Para leluhur berburu harimau memang hanya punya beberapa cara itu.
Karena tingkat industri Dinasti Dading masih rendah, bahkan perangkap modern pun tidak bisa dibuat, hanya bisa mengandalkan perangkap tradisional, racun, dan panah.
Dalam situasi darurat, tim berburu juga menggunakan tombak panjang, lembing, atau garpu besi untuk bertarung jarak dekat dengan harimau, namun hasilnya sering tragis.
Kapten Zhao dari Desa Guan menatap tajam:
"Jangan banyak omong, bukankah kamu juga berburu seperti itu? Apa pengalamanmu?"
"Aku punya banyak pengalaman yang belum pernah kalian dengar."
Ye Kun tertawa dingin, "Kalau Desa Caomiao membentuk tim berburu harimau, aku jamin dua hal: pertama, setiap bertemu harimau, harus dibunuh. Asalkan aku melihat harimau itu, tidak ada yang bisa kabur; kedua, aku jamin, tidak ada anggota tim yang mati atau terluka."

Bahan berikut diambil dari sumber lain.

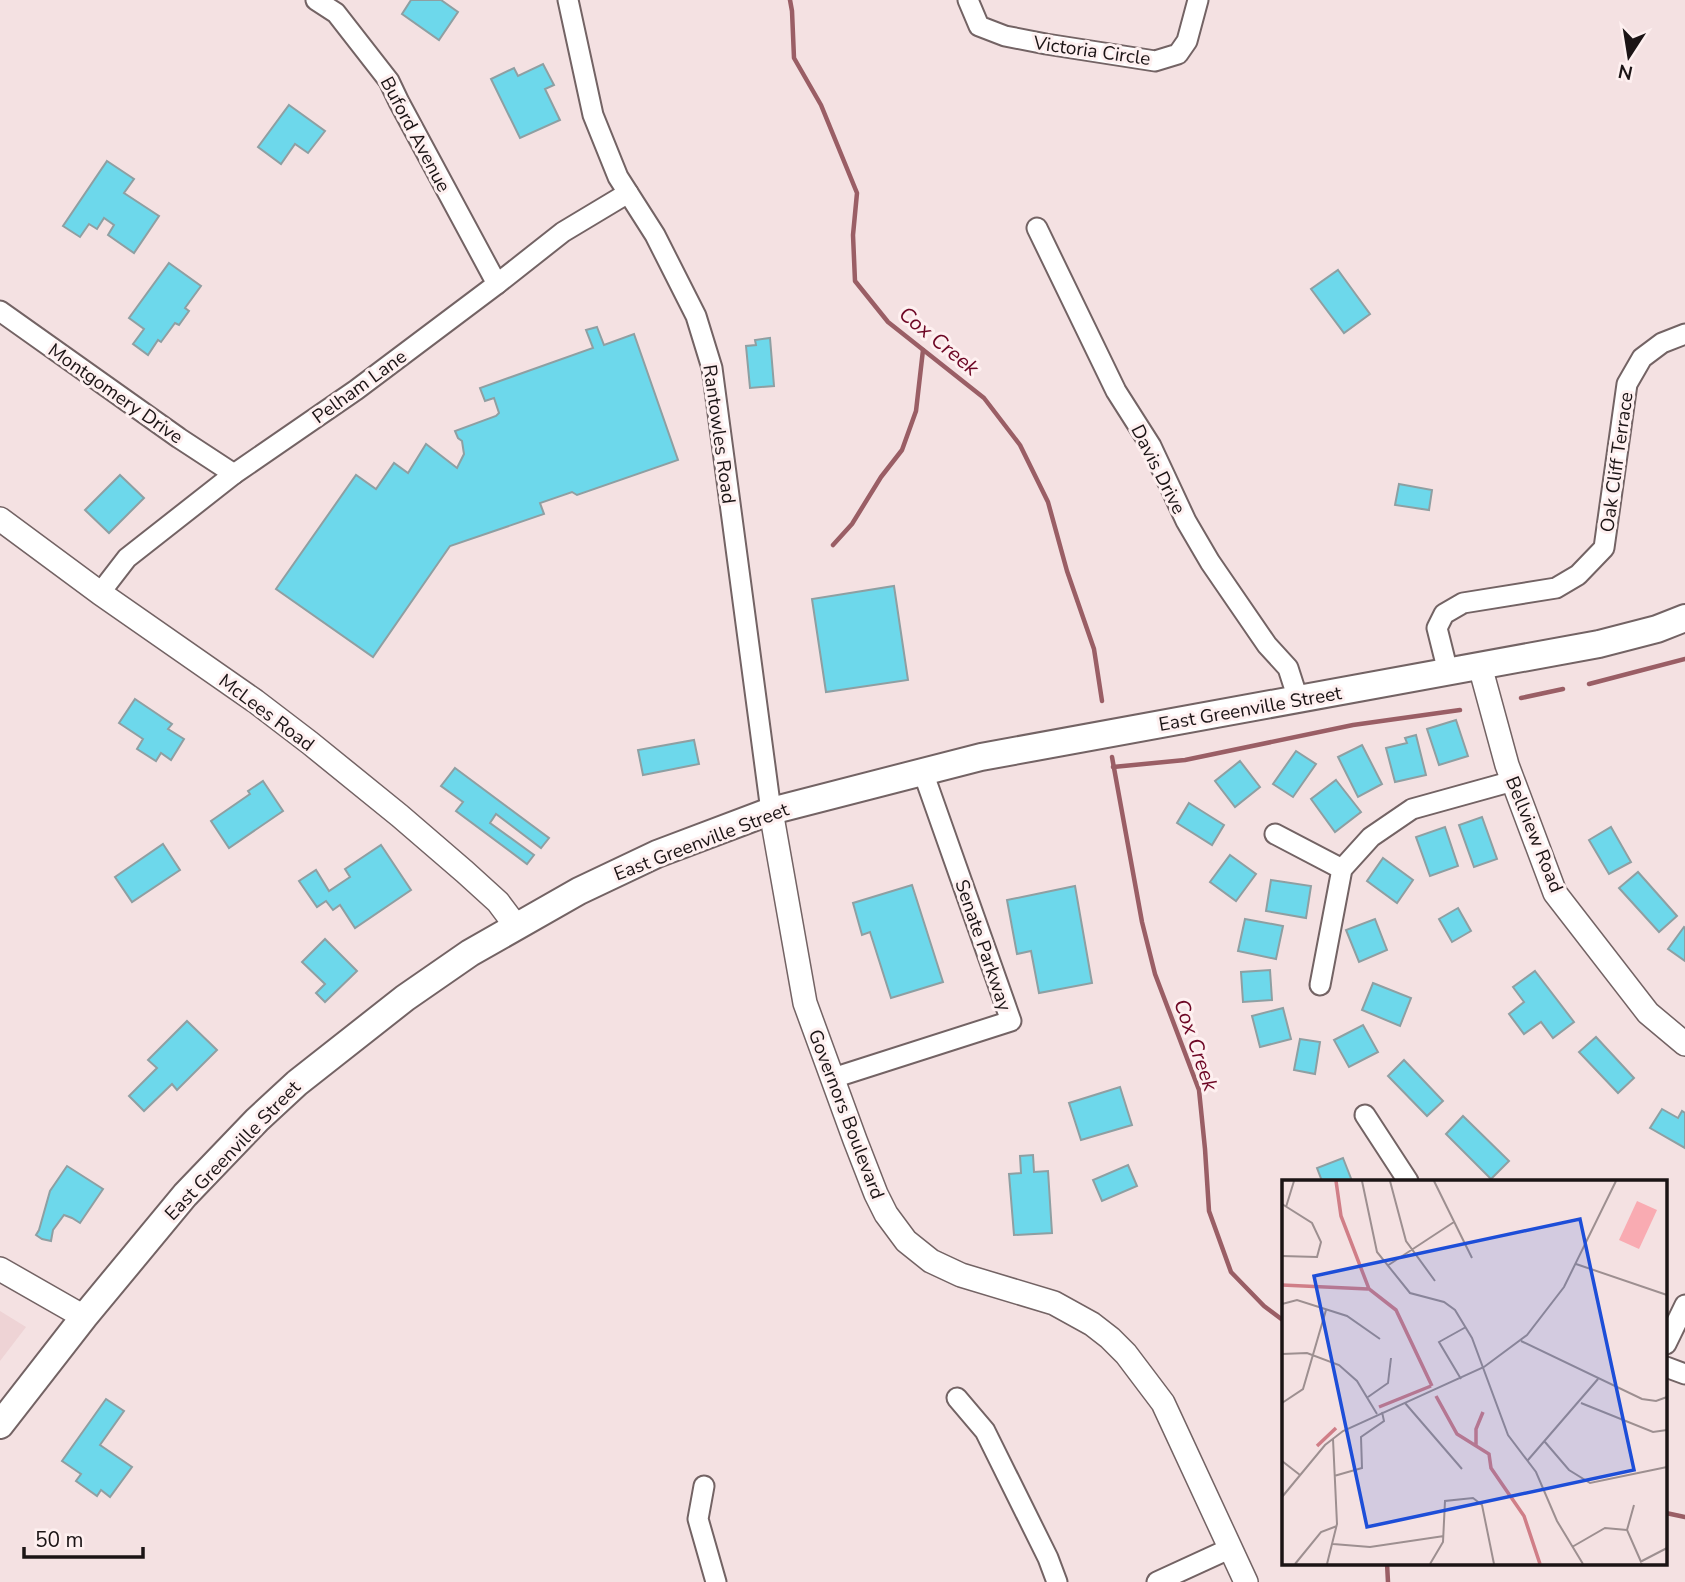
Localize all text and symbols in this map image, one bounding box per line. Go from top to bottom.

Tim berburu Desa Guan tertawa terbahak, "Kamu ini pintar berbohong, bisa membuat harimau mati karena omonganmu!"
Qin Erwu dan yang lain dari Desa Caomiao juga menganggap Ye Kun sudah mabuk dan membual berlebihan.
Periuk pecah tidak jauh dari sumur, panglima besar pun bisa mati di medan perang.
Berburu harimau seperti berperang, mana ada yang tidak terluka atau meninggal?
Pria berwibawa yang duduk di sudut itu tiba-tiba berdiri, membungkuk dan memberi hormat kepada Ye Kun:
"Saudara, bisakah kamu jelaskan dengan rinci pengalaman berburu harimau? Aku sangat ingin mendengarnya."